* WORK TASK: From the records below, take each line where the string "name" shows up and copy it.

Top of MATERIAL PROVIDED

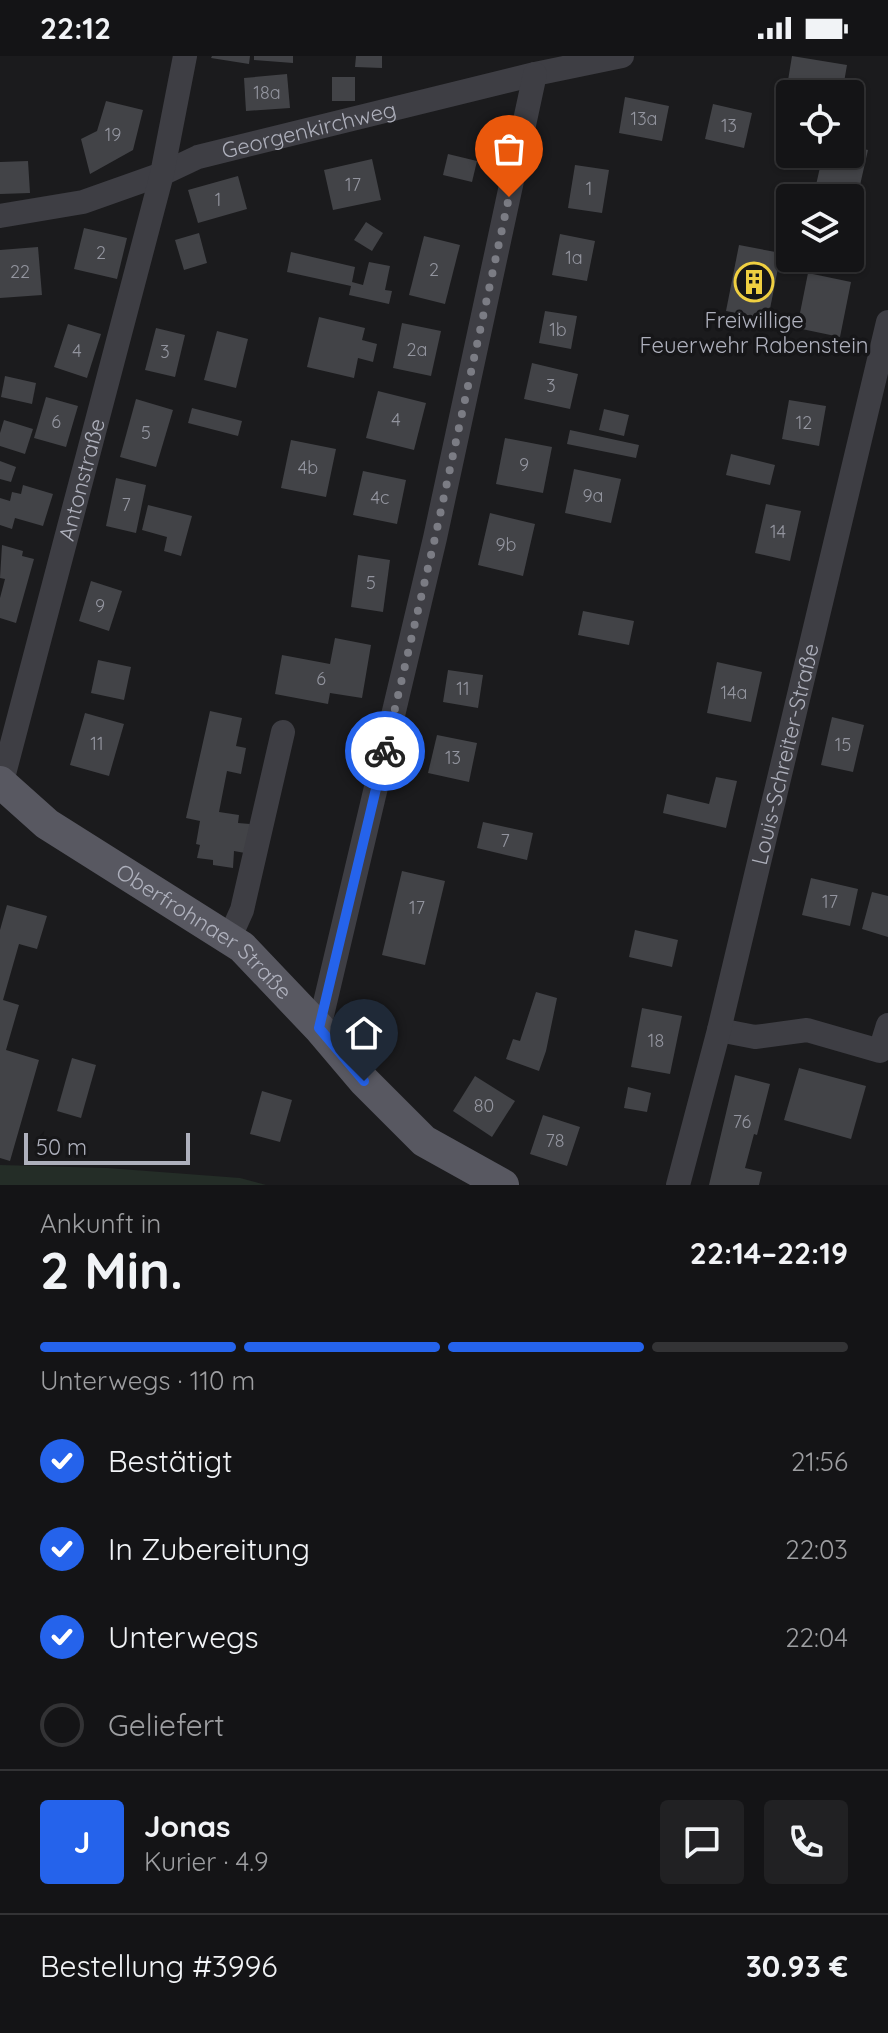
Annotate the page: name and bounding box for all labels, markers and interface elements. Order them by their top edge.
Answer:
text: 22:12 [40,9,111,47]
map controls [776,80,864,272]
button: locate [776,80,864,168]
house number: 18a [253,81,281,104]
street label: Georgenkirchweg [219,95,399,165]
house number: 13a [631,107,658,130]
house number: 13 [721,114,737,137]
pin [475,115,543,197]
house number: 19 [105,123,121,146]
icon: bag [487,127,531,171]
house number: 17 [345,173,361,196]
house number: 1 [586,177,592,200]
button: layers [776,184,864,272]
house number: 1 [215,188,221,211]
house number: 2 [96,241,106,264]
house number: 1a [565,246,583,269]
house number: 2 [429,258,439,281]
house number: 22 [10,260,30,283]
building icon: Freiwillige Feuerwehr Rabenstein [733,261,775,303]
place label: Freiwillige Feuerwehr Rabenstein [639,306,869,359]
house number: 1b [549,318,567,341]
house number: 2a [407,338,427,361]
house number: 4 [72,339,82,362]
house number: 3 [160,340,170,363]
house number: 3 [546,374,556,397]
house number: 4 [391,408,401,431]
house number: 6 [51,410,61,433]
house number: 12 [796,411,812,434]
street label: Antonstraße [52,415,111,544]
house number: 5 [141,421,151,444]
house number: 9 [519,453,529,476]
house number: 4b [298,456,318,479]
house number: 9a [583,484,603,507]
house number: 4c [371,486,389,509]
house number: 7 [121,493,131,516]
house number: 14 [770,520,786,543]
house number: 9b [496,533,517,556]
house number: 5 [366,571,376,594]
house number: 9 [95,594,105,617]
street label: Louis-Schreiter-Straße [745,641,825,868]
house number: 6 [316,667,326,690]
house number: 11 [456,677,470,700]
house number: 14a [721,681,747,704]
courier [345,711,425,791]
icon: bike [363,729,407,773]
house number: 11 [90,732,104,755]
house number: 15 [835,733,851,756]
house number: 13 [445,746,461,769]
house number: 7 [500,829,510,852]
street label: Oberfrohnaer Straße [111,857,298,1005]
house number: 17 [822,890,838,913]
house number: 17 [409,896,425,919]
pin [330,999,398,1081]
icon: home [342,1011,386,1055]
house number: 18 [648,1029,664,1052]
house number: 80 [474,1094,494,1117]
house number: 76 [733,1110,751,1133]
scale bar [24,1129,190,1165]
house number: 78 [546,1129,564,1152]
text: 50 m [36,1133,87,1161]
text: Ankunft in [40,1207,161,1240]
text: 22:14–22:19 [690,1234,848,1272]
text: 2 Min. [40,1237,183,1302]
text: Unterwegs · 110 m [40,1364,255,1397]
icon: check [40,1439,84,1483]
text: Bestätigt [108,1442,232,1480]
text: 21:56 [791,1445,848,1478]
icon: check [40,1527,84,1571]
text: In Zubereitung [108,1530,310,1568]
text: 22:03 [785,1533,848,1566]
icon: check [40,1615,84,1659]
text: Unterwegs [108,1618,259,1656]
text: 22:04 [785,1621,848,1654]
text: Geliefert [108,1706,224,1744]
button: chat [660,1800,744,1884]
button: phone [764,1800,848,1884]
text: Jonas [144,1807,230,1845]
text: J [74,1823,90,1861]
text: Kurier · 4.9 [144,1845,269,1878]
text: Bestellung #3996 [40,1947,277,1985]
text: 30.93 € [746,1947,848,1985]

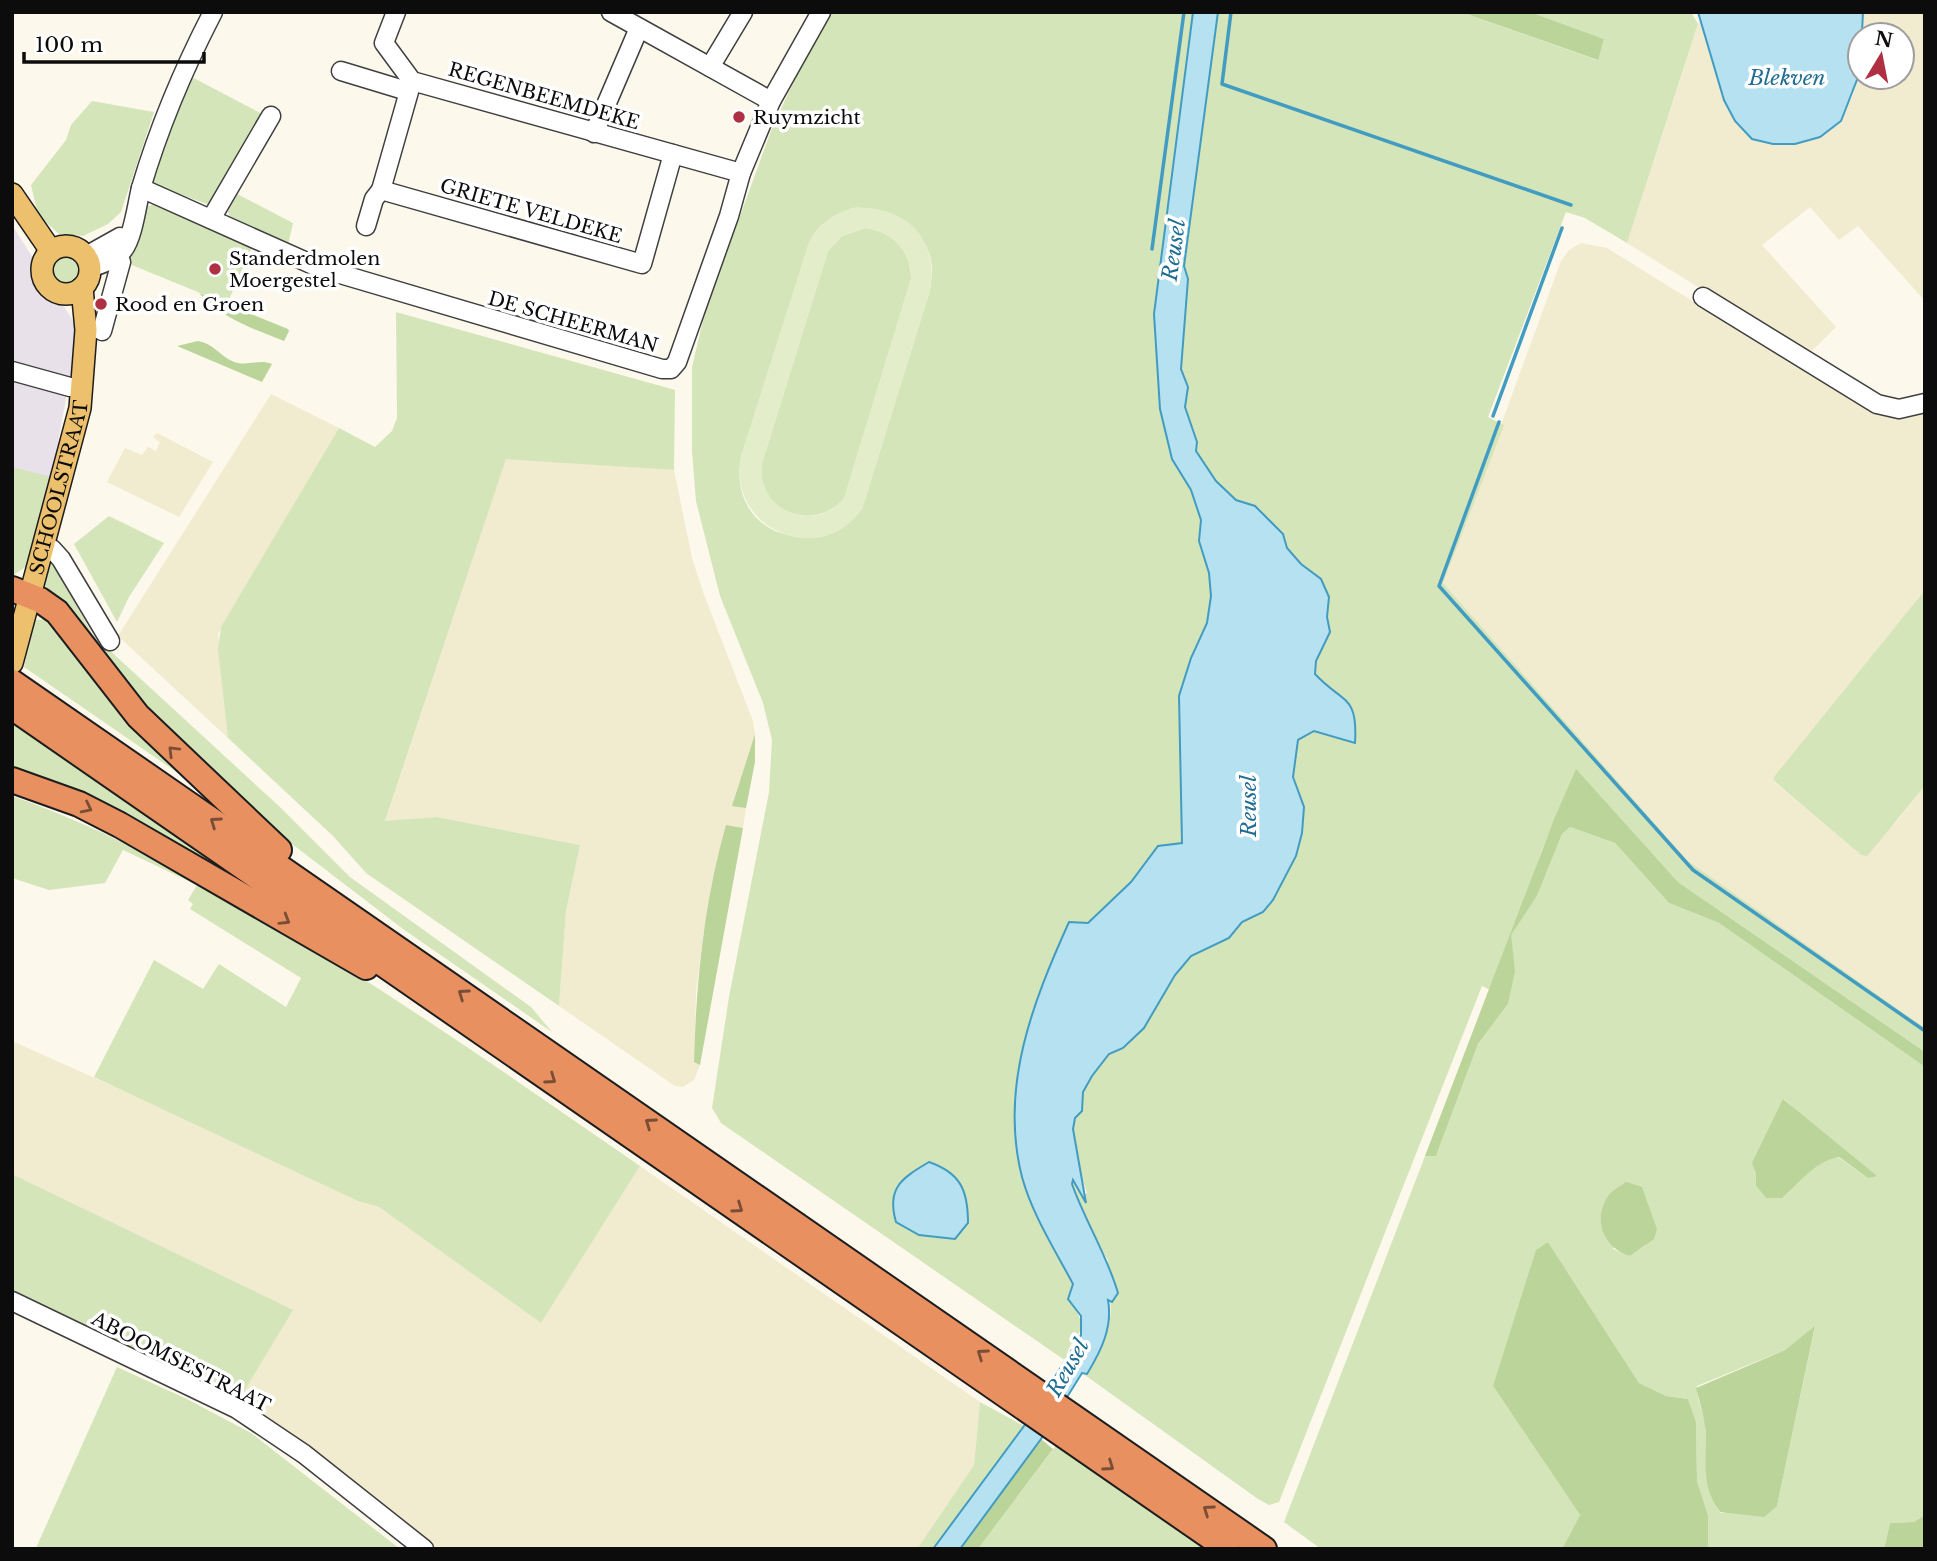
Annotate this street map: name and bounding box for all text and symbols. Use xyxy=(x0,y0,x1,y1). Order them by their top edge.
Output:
scale bar xyxy=(24,21,205,65)
north arrow xyxy=(1846,21,1916,91)
text: N xyxy=(1873,27,1895,53)
text: 100 m xyxy=(35,32,103,58)
street label: REGENBEEMDEKE xyxy=(446,58,642,134)
water label: Blekven xyxy=(1748,65,1825,91)
place label: Ruymzicht xyxy=(753,106,862,129)
marker: Ruymzicht xyxy=(731,109,747,125)
street label: GRIETE VELDEKE xyxy=(437,174,625,248)
water label: Reusel xyxy=(1157,217,1191,283)
place label: Standerdmolen Moergestel xyxy=(229,247,380,292)
marker: Standerdmolen Moergestel xyxy=(207,261,223,277)
street label: DE SCHEERMAN xyxy=(485,287,661,357)
place label: Rood en Groen xyxy=(115,293,264,316)
marker: Rood en Groen xyxy=(93,296,109,312)
street label: SCHOOLSTRAAT xyxy=(25,399,92,577)
one-way arrow xyxy=(169,746,182,759)
water label: Reusel xyxy=(1236,775,1262,838)
one-way arrow xyxy=(80,800,92,814)
one-way arrow xyxy=(210,818,223,830)
one-way arrow xyxy=(278,912,291,925)
one-way arrow xyxy=(458,990,471,1002)
one-way arrow xyxy=(543,1071,556,1083)
one-way arrow xyxy=(645,1119,658,1131)
one-way arrow xyxy=(730,1200,743,1212)
street label: ABOOMSESTRAAT xyxy=(87,1307,274,1417)
water label: Reusel xyxy=(1041,1334,1095,1402)
one-way arrow xyxy=(977,1350,990,1362)
one-way arrow xyxy=(1101,1458,1114,1470)
one-way arrow xyxy=(1203,1506,1216,1518)

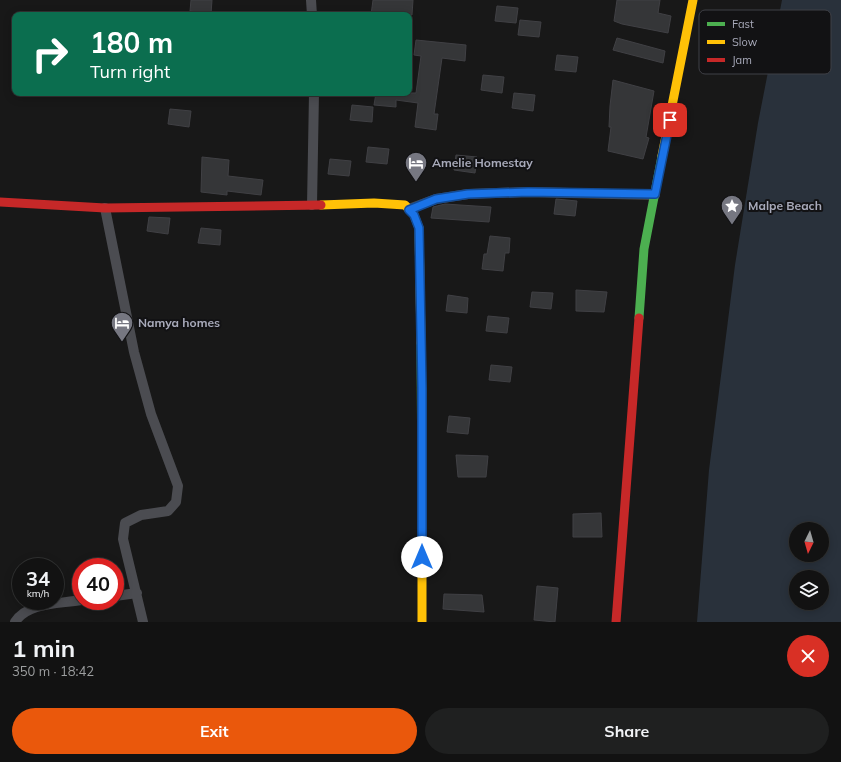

Bottom of MATERIAL PROVIDED

* COMPLETED EXERCISE:
Annotate the page: name and bounding box for all labels, markers and interface elements. Order them by their top edge.
Annotate this street map: name and bounding box for all text and symbols. Use xyxy=(x0,y0,x1,y1). Order them by their top edge.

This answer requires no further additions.